Once every line in the data that follows has been checked for the word "rows", give only the number of lines that hold it.

· · · ·

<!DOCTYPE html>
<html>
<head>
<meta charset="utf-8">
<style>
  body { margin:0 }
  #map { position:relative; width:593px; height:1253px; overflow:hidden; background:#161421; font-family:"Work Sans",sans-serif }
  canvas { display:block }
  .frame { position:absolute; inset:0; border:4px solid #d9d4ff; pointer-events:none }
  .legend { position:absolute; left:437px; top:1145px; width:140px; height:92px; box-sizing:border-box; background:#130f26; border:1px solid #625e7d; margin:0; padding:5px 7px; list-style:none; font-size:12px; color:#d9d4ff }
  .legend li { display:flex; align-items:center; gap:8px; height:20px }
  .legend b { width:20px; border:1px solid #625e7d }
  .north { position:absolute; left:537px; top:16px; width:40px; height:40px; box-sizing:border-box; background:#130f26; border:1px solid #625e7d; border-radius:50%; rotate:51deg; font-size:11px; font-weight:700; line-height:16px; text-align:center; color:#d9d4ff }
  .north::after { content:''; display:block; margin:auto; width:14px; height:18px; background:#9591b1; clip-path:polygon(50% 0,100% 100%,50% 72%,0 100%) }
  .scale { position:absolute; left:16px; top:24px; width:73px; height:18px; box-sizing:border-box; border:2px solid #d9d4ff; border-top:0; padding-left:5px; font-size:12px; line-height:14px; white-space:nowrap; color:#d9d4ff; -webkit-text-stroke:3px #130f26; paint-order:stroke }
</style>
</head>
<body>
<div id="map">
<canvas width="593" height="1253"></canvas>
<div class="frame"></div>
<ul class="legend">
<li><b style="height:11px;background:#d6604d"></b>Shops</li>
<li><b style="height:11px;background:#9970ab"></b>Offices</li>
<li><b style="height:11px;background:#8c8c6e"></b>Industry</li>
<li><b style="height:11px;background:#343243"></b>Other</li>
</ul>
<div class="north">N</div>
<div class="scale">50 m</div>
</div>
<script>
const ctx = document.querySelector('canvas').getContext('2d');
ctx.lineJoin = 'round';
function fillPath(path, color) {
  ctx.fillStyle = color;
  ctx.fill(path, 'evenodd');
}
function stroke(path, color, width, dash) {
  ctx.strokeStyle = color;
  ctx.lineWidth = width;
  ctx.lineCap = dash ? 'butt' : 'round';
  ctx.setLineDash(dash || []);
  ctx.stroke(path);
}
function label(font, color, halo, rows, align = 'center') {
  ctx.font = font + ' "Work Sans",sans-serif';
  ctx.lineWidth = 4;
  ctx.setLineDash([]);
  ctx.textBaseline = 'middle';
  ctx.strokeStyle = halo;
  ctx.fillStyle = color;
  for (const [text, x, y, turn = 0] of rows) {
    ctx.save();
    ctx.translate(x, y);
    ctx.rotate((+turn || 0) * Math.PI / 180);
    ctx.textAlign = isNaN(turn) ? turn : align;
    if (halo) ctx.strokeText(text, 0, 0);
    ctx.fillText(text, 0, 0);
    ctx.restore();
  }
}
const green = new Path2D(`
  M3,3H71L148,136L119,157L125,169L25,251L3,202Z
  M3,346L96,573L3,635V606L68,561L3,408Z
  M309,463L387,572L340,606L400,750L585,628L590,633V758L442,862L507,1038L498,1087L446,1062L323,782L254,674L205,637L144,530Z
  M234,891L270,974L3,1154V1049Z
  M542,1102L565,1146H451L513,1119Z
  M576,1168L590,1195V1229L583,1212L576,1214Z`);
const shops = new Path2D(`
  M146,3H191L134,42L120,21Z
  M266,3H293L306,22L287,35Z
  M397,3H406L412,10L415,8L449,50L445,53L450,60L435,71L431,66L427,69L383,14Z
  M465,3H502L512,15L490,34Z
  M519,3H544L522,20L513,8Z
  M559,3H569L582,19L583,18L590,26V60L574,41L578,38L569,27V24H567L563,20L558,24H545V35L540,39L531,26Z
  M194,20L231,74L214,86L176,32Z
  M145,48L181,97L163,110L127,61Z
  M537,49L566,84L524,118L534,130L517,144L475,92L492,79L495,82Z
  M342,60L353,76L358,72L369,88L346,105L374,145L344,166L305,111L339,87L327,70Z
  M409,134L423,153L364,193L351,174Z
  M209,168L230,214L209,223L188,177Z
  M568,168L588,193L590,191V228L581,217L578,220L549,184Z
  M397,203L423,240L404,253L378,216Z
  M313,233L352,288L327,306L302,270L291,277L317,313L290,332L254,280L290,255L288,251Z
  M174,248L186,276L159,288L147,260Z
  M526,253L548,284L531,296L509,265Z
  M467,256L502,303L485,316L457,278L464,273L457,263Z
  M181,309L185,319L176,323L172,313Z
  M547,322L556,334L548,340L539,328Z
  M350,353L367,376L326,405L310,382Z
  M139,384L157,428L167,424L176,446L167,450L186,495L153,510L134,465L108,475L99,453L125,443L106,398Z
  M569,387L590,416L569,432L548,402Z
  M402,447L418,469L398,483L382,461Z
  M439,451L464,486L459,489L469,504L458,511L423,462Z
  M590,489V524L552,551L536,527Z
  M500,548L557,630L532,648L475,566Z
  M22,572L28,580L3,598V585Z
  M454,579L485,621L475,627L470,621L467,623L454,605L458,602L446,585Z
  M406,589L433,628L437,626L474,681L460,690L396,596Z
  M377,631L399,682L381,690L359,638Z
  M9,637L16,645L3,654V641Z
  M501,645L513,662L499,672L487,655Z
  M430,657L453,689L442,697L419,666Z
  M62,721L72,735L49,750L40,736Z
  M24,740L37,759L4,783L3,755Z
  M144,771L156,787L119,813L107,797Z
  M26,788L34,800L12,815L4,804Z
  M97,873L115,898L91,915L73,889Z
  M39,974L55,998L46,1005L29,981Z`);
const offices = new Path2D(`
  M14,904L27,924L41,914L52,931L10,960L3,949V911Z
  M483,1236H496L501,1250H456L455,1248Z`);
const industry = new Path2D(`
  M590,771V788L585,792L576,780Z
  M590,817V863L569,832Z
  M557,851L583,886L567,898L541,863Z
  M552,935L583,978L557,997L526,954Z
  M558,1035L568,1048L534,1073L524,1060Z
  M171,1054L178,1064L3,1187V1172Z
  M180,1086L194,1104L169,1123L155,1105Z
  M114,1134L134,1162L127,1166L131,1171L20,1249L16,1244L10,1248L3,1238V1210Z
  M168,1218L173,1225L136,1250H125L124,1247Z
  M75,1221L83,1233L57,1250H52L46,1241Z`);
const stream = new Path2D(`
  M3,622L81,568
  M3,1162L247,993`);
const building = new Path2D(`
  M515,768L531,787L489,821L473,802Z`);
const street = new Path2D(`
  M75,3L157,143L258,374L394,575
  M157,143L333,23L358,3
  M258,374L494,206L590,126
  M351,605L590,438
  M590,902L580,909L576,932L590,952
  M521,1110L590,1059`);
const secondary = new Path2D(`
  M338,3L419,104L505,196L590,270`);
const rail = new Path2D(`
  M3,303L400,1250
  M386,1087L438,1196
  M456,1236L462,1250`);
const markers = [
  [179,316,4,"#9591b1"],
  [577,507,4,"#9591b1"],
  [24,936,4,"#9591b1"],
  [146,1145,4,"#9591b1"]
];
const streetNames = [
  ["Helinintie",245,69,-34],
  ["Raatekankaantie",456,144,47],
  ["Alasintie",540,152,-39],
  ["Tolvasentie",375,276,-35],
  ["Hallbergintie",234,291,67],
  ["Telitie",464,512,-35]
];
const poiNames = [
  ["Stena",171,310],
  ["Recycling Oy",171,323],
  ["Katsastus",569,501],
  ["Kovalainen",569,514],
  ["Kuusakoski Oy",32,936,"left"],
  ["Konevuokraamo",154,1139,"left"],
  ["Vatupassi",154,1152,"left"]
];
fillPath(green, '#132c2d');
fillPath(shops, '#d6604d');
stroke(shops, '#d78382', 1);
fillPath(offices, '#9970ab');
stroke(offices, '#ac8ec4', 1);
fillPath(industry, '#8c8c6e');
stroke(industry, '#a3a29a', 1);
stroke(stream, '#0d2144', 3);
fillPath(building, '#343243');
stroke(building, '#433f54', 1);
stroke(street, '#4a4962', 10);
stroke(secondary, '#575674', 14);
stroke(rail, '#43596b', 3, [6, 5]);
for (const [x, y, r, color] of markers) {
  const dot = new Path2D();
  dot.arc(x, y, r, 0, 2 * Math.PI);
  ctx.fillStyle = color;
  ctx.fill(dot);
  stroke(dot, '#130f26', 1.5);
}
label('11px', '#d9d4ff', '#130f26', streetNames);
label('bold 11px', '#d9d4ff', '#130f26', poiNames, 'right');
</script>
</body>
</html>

· · · ·

COMPLETED EXERCISE: 2